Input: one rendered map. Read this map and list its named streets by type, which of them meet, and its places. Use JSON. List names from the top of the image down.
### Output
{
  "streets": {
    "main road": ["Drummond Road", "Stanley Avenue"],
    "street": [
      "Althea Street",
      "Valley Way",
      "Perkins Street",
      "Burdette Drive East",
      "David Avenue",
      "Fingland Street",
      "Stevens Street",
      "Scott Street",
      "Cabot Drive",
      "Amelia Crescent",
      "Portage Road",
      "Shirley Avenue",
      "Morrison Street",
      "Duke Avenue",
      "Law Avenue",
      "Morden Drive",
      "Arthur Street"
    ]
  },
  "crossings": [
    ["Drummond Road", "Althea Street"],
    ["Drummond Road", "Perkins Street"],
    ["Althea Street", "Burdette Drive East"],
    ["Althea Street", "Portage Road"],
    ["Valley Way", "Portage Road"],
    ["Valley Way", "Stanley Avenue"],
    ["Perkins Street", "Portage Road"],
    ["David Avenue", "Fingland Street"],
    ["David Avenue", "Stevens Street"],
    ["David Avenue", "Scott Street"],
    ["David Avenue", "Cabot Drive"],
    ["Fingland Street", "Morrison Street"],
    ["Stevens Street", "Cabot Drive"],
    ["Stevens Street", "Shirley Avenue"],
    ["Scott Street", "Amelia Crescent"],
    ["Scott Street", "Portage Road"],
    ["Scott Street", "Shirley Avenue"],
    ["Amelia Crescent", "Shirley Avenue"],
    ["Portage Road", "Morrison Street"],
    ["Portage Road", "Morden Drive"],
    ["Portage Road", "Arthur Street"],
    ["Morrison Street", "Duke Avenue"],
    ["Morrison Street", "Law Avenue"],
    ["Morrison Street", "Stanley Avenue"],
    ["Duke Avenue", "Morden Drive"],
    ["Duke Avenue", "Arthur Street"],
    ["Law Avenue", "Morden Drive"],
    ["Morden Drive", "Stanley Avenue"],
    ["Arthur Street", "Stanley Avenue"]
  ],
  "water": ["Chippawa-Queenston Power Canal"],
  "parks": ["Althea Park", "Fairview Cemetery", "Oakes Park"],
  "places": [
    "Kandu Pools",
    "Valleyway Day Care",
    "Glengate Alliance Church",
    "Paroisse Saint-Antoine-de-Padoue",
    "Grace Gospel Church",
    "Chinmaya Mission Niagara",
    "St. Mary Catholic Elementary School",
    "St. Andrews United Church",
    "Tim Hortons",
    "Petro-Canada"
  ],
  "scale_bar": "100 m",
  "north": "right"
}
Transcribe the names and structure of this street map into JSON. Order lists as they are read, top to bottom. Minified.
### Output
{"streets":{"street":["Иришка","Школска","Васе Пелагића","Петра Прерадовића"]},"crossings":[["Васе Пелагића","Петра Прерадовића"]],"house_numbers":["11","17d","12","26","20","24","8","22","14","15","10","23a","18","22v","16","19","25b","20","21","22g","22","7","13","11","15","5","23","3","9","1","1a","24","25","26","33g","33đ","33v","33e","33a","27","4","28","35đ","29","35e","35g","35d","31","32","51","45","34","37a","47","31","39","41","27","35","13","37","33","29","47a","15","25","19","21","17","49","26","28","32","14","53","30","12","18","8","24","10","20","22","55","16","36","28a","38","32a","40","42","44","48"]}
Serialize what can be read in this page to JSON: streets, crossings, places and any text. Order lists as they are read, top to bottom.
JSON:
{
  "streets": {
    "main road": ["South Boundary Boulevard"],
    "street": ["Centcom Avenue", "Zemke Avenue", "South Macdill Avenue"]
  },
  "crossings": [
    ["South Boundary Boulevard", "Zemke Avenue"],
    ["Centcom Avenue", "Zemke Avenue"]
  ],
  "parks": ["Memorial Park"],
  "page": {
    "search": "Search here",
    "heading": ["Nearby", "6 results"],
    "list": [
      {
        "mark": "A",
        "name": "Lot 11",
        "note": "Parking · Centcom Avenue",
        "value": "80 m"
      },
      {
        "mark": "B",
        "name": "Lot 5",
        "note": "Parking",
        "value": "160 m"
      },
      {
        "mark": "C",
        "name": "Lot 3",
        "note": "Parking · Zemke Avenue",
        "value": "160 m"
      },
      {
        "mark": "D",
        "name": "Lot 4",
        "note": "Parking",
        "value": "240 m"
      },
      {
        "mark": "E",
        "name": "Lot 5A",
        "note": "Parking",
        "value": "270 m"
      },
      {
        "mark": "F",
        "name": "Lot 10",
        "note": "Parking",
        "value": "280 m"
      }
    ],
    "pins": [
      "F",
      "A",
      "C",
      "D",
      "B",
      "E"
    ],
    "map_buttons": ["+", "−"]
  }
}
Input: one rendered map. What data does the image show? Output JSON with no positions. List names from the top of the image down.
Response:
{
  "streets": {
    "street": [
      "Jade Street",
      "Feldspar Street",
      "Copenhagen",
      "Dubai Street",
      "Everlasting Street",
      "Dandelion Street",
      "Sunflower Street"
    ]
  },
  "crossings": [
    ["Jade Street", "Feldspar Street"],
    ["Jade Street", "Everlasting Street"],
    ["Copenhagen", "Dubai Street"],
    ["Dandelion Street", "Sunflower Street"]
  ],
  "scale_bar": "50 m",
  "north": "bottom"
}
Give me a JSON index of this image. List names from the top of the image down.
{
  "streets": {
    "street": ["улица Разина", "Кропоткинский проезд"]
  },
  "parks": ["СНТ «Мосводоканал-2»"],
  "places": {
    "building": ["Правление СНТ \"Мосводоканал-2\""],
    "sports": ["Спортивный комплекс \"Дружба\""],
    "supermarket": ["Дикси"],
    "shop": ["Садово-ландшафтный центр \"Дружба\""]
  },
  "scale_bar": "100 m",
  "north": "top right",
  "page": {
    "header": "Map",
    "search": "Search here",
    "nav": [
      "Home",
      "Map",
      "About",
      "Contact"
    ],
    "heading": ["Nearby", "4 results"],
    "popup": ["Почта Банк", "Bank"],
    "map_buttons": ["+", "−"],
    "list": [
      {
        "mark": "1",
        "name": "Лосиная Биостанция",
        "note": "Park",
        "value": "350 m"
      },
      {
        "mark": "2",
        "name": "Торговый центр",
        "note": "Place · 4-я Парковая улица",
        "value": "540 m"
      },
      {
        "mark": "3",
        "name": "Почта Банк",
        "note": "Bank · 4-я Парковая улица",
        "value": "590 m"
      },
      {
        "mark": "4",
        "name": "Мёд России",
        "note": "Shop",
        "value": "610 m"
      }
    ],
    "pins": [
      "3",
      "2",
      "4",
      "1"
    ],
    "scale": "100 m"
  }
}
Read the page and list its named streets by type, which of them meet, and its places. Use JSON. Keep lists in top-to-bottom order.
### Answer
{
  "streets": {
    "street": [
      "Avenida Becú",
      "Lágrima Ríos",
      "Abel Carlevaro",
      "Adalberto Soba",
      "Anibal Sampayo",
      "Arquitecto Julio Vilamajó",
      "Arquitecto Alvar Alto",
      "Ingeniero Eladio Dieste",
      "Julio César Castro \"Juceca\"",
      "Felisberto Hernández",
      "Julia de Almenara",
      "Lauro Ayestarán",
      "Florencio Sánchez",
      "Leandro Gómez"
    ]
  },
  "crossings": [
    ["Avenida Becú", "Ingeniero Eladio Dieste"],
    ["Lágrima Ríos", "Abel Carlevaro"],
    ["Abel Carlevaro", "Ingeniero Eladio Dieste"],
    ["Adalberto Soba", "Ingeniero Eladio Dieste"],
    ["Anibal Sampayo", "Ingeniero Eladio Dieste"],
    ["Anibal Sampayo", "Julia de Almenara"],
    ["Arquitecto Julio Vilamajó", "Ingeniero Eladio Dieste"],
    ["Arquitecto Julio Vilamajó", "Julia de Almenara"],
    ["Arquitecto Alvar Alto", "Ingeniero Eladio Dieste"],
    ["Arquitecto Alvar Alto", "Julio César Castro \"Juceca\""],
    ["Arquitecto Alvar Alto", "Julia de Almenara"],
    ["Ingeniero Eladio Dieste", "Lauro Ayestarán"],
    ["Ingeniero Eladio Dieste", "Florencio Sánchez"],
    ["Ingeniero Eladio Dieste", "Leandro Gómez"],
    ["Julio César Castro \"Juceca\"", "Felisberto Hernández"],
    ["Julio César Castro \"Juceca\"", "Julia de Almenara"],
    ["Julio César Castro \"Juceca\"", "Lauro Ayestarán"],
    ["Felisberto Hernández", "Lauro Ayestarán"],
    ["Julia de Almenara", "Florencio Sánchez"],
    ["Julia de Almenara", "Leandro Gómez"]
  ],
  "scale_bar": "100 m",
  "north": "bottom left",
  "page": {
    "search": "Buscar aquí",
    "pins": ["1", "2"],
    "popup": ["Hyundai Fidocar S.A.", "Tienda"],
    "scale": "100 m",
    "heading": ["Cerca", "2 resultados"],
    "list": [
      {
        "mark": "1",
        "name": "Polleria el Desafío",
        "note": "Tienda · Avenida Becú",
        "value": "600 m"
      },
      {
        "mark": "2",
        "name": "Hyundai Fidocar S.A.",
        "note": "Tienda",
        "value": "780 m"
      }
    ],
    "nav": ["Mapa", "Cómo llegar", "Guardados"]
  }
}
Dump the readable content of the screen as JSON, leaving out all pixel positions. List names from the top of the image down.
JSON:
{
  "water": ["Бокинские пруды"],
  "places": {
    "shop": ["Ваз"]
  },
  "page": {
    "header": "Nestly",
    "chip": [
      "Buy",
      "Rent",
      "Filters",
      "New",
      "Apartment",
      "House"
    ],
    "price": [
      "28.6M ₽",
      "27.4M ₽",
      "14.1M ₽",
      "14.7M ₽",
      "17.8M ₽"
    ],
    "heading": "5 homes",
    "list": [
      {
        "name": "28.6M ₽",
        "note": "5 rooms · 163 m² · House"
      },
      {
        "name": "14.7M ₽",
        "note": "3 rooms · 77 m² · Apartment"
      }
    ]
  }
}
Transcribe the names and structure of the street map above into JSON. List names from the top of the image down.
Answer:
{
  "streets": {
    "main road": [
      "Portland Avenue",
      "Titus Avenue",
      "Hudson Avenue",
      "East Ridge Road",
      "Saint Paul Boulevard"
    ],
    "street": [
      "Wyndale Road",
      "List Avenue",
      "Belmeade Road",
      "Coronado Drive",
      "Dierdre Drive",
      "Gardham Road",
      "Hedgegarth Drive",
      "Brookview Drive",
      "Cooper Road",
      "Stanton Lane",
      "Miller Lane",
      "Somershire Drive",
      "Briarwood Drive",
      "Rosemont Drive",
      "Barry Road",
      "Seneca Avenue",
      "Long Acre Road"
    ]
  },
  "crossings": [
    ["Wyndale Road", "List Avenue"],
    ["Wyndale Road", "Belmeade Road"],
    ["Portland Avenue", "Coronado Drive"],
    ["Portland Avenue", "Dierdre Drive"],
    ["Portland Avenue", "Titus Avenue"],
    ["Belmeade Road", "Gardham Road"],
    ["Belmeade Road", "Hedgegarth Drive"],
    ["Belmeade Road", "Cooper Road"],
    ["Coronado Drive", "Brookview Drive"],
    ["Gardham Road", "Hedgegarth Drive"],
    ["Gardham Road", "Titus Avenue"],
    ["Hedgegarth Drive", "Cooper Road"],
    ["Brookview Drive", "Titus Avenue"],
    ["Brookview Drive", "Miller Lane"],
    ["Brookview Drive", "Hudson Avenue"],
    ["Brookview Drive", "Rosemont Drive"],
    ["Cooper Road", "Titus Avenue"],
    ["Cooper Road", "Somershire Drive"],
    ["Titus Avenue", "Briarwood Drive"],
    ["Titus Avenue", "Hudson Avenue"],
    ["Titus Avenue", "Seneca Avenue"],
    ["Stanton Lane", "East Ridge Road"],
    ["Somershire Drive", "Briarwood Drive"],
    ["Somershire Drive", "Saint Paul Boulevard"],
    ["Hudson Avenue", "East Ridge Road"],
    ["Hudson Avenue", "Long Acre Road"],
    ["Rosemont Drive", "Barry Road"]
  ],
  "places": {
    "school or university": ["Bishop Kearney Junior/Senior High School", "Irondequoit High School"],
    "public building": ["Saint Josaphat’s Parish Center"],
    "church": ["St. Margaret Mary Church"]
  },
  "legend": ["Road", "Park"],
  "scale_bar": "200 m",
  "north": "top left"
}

• **Assigned task**
Copy each line of the listing above that includes the word "Centcom".

• **Written response**
    "street": ["Centcom Avenue", "Zemke Avenue", "South Macdill Avenue"]
    ["Centcom Avenue", "Zemke Avenue"]
        "note": "Parking · Centcom Avenue",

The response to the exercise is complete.